### EXCERPTED DATA ###
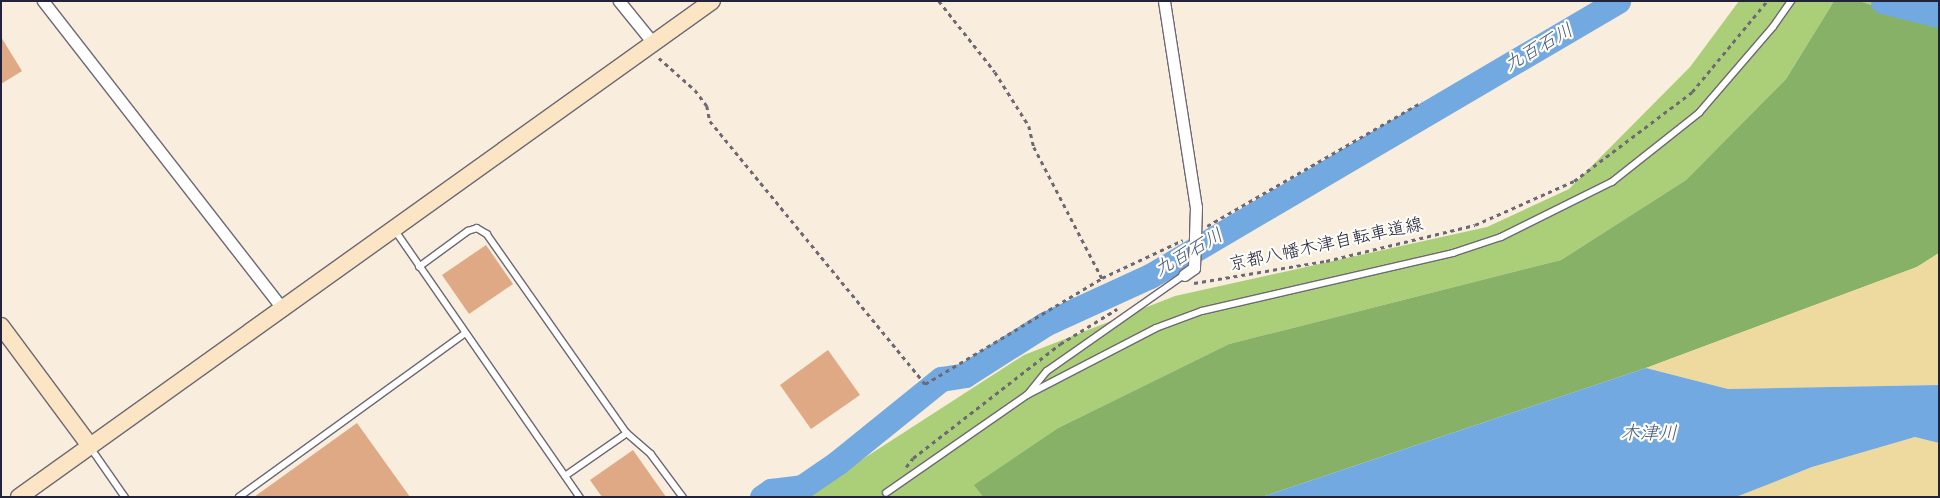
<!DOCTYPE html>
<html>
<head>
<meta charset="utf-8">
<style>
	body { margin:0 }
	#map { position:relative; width:1940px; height:498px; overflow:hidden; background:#f9eddd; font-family:Pangolin,"Klee One",sans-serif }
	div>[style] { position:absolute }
	.green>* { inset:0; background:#abce78 }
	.forest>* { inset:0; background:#88b168 }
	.sand>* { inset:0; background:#eeda9e }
	.water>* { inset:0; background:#72a9e0 }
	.river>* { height:25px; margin:-12.5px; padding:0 12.5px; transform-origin:12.5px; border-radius:12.5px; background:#72a9e0 }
	.building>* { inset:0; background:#e0a985 }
	.path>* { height:2.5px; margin-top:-1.25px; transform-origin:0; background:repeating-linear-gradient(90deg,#6d6974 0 4px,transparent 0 8px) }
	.roads { filter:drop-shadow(1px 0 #6d6974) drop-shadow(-1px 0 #6d6974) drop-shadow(0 1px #6d6974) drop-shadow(0 -1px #6d6974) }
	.lane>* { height:5.5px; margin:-2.75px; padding:0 2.75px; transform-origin:2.75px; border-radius:2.75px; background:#fff }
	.street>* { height:11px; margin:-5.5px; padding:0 5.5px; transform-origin:5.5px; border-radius:5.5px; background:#fff }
	.secondary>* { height:16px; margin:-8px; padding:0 8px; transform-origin:8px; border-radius:8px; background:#fce5c4 }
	span { translate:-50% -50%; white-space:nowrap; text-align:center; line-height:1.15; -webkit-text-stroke:4.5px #fdfcf7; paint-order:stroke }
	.street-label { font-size:18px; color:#22223b }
	.water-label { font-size:19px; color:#42587d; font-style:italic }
	.frame { position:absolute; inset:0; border:2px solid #22223b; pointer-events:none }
</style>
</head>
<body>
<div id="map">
	<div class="green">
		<div style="clip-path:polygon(1739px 1px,1834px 1px,1786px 79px,1686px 180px,1561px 260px,1229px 344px,1058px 428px,975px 485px,983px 497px,804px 497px,1024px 355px,1175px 296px,1487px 227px,1569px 189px,1690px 67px)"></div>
		<div style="clip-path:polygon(1859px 1px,1939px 1px,1939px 26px)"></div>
	</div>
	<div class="forest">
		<div style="clip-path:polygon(1834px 1px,1859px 1px,1939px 26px,1939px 253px,1917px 267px,1646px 368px,1262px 497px,983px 497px,974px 485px,1058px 428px,1229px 344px,1561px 260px,1686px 180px,1786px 79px)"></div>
	</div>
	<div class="sand">
		<div style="clip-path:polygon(1939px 253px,1939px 385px,1728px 389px,1646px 368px,1917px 267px)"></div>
		<div style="clip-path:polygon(1915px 437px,1939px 443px,1939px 497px,1736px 497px,1812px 467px)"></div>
	</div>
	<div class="water">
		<div style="clip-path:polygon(1646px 368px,1728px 389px,1939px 385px,1939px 443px,1915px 437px,1812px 467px,1736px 497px,1262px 497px)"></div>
	</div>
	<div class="river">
		<div style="left:1883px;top:1px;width:58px;rotate:14deg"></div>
		<div style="left:762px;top:497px;width:11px;rotate:-34deg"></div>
		<div style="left:771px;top:491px;width:31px;rotate:-7deg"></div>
		<div style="left:802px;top:487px;width:42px;rotate:-34.4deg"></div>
		<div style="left:837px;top:463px;width:134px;rotate:-38.9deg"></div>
		<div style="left:941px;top:379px;width:24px;rotate:-9deg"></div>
		<div style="left:965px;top:375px;width:95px;rotate:-32.5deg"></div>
		<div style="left:1045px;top:324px;width:115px;rotate:-24.6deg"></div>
		<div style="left:1150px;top:276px;width:543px;rotate:-30.44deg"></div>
	</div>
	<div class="building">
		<div style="clip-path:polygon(1px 37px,22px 71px,1px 84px)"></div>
		<div style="clip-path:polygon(486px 245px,513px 284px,469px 314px,442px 275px)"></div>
		<div style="clip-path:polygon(828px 350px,860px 395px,811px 429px,780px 385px)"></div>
		<div style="clip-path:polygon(357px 423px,410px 497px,254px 497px)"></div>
		<div style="clip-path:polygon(633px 450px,666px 497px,602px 497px,590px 480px)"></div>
	</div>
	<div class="path">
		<div style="left:939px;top:1px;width:90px;rotate:51.7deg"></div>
		<div style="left:995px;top:72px;width:64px;rotate:57.8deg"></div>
		<div style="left:1029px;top:126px;width:22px;rotate:77deg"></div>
		<div style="left:1034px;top:147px;width:148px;rotate:62.6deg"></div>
		<div style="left:659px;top:58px;width:48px;rotate:41.6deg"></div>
		<div style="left:695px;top:90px;width:20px;rotate:53deg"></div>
		<div style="left:707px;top:106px;width:15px;rotate:79deg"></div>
		<div style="left:710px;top:121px;width:340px;rotate:50.7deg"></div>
		<div style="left:925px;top:384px;width:206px;rotate:-30.9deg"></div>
		<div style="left:1102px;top:278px;width:89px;rotate:-25.1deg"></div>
		<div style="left:1207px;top:226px;width:248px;rotate:-30deg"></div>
		<div style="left:1194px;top:283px;width:134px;rotate:-9.5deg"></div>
		<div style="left:1326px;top:261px;width:153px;rotate:-13.6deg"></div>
		<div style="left:1475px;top:225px;width:108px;rotate:-24deg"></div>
		<div style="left:1574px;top:181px;width:148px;rotate:-37deg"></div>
		<div style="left:1692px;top:92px;width:118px;rotate:-50.5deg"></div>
		<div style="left:906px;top:467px;width:11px;rotate:-52deg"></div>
		<div style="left:913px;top:458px;width:186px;rotate:-37.8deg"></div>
		<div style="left:1060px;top:344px;width:67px;rotate:-31.6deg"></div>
	</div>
	<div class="roads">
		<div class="lane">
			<div style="left:395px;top:230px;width:325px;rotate:55.3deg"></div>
			<div style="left:419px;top:267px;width:61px;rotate:-36.3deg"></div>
			<div style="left:468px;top:231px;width:9px;rotate:-18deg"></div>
			<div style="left:477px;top:228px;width:12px;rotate:31deg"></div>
			<div style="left:487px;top:234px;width:243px;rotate:54.9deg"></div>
			<div style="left:627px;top:433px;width:32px;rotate:41deg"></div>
			<div style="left:651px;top:454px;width:54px;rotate:53.3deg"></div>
			<div style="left:1029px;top:393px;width:28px;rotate:-51deg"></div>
			<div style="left:1047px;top:371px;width:167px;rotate:-35deg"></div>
			<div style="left:91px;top:448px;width:60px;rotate:55.2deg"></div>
			<div style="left:565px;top:476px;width:75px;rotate:-34.7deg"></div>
			<div style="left:886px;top:493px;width:172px;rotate:-34.8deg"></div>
			<div style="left:1027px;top:395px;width:145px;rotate:-27.4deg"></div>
			<div style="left:1156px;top:328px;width:49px;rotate:-20.3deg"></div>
			<div style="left:1202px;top:311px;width:258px;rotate:-13deg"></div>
			<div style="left:1453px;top:253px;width:51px;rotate:-18.4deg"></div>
			<div style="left:1501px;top:237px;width:124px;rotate:-26.4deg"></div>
			<div style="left:1612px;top:182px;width:111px;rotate:-38.4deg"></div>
			<div style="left:1699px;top:113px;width:113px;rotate:-49.3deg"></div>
			<div style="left:1773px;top:27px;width:32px;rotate:-55deg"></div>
			<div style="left:239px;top:497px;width:278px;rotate:-35.9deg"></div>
		</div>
		<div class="street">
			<div style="left:43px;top:1px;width:390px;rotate:52.1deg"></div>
			<div style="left:619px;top:1px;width:55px;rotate:50.9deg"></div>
			<div style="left:1164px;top:1px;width:208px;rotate:81.2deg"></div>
			<div style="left:1196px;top:207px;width:61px;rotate:91.9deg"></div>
			<div style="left:1194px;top:268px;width:12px;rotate:145deg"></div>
		</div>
		<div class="secondary">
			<div style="left:1px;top:326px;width:149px;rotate:53.4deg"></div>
			<div style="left:19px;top:497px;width:852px;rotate:-35.59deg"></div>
		</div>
	</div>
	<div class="street-label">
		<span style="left:1326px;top:245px;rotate:-12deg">京都八幡木津自転車道線</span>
	</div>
	<div class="water-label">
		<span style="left:1539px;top:48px;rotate:-30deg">九百石川</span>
		<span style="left:1189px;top:253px;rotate:-30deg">九百石川</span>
		<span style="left:1649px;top:434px">木津川</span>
	</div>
	<div class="frame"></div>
</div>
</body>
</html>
###
Leaving out the pictures, print each line of the records above from the first up to and including the one that contains "height:5.5px; margin:-2.75px; padding:0", exactly as written.

● **EXERCISE RESULT**
<!DOCTYPE html>
<html>
<head>
<meta charset="utf-8">
<style>
	body { margin:0 }
	#map { position:relative; width:1940px; height:498px; overflow:hidden; background:#f9eddd; font-family:Pangolin,"Klee One",sans-serif }
	div>[style] { position:absolute }
	.green>* { inset:0; background:#abce78 }
	.forest>* { inset:0; background:#88b168 }
	.sand>* { inset:0; background:#eeda9e }
	.water>* { inset:0; background:#72a9e0 }
	.river>* { height:25px; margin:-12.5px; padding:0 12.5px; transform-origin:12.5px; border-radius:12.5px; background:#72a9e0 }
	.building>* { inset:0; background:#e0a985 }
	.path>* { height:2.5px; margin-top:-1.25px; transform-origin:0; background:repeating-linear-gradient(90deg,#6d6974 0 4px,transparent 0 8px) }
	.roads { filter:drop-shadow(1px 0 #6d6974) drop-shadow(-1px 0 #6d6974) drop-shadow(0 1px #6d6974) drop-shadow(0 -1px #6d6974) }
	.lane>* { height:5.5px; margin:-2.75px; padding:0 2.75px; transform-origin:2.75px; border-radius:2.75px; background:#fff }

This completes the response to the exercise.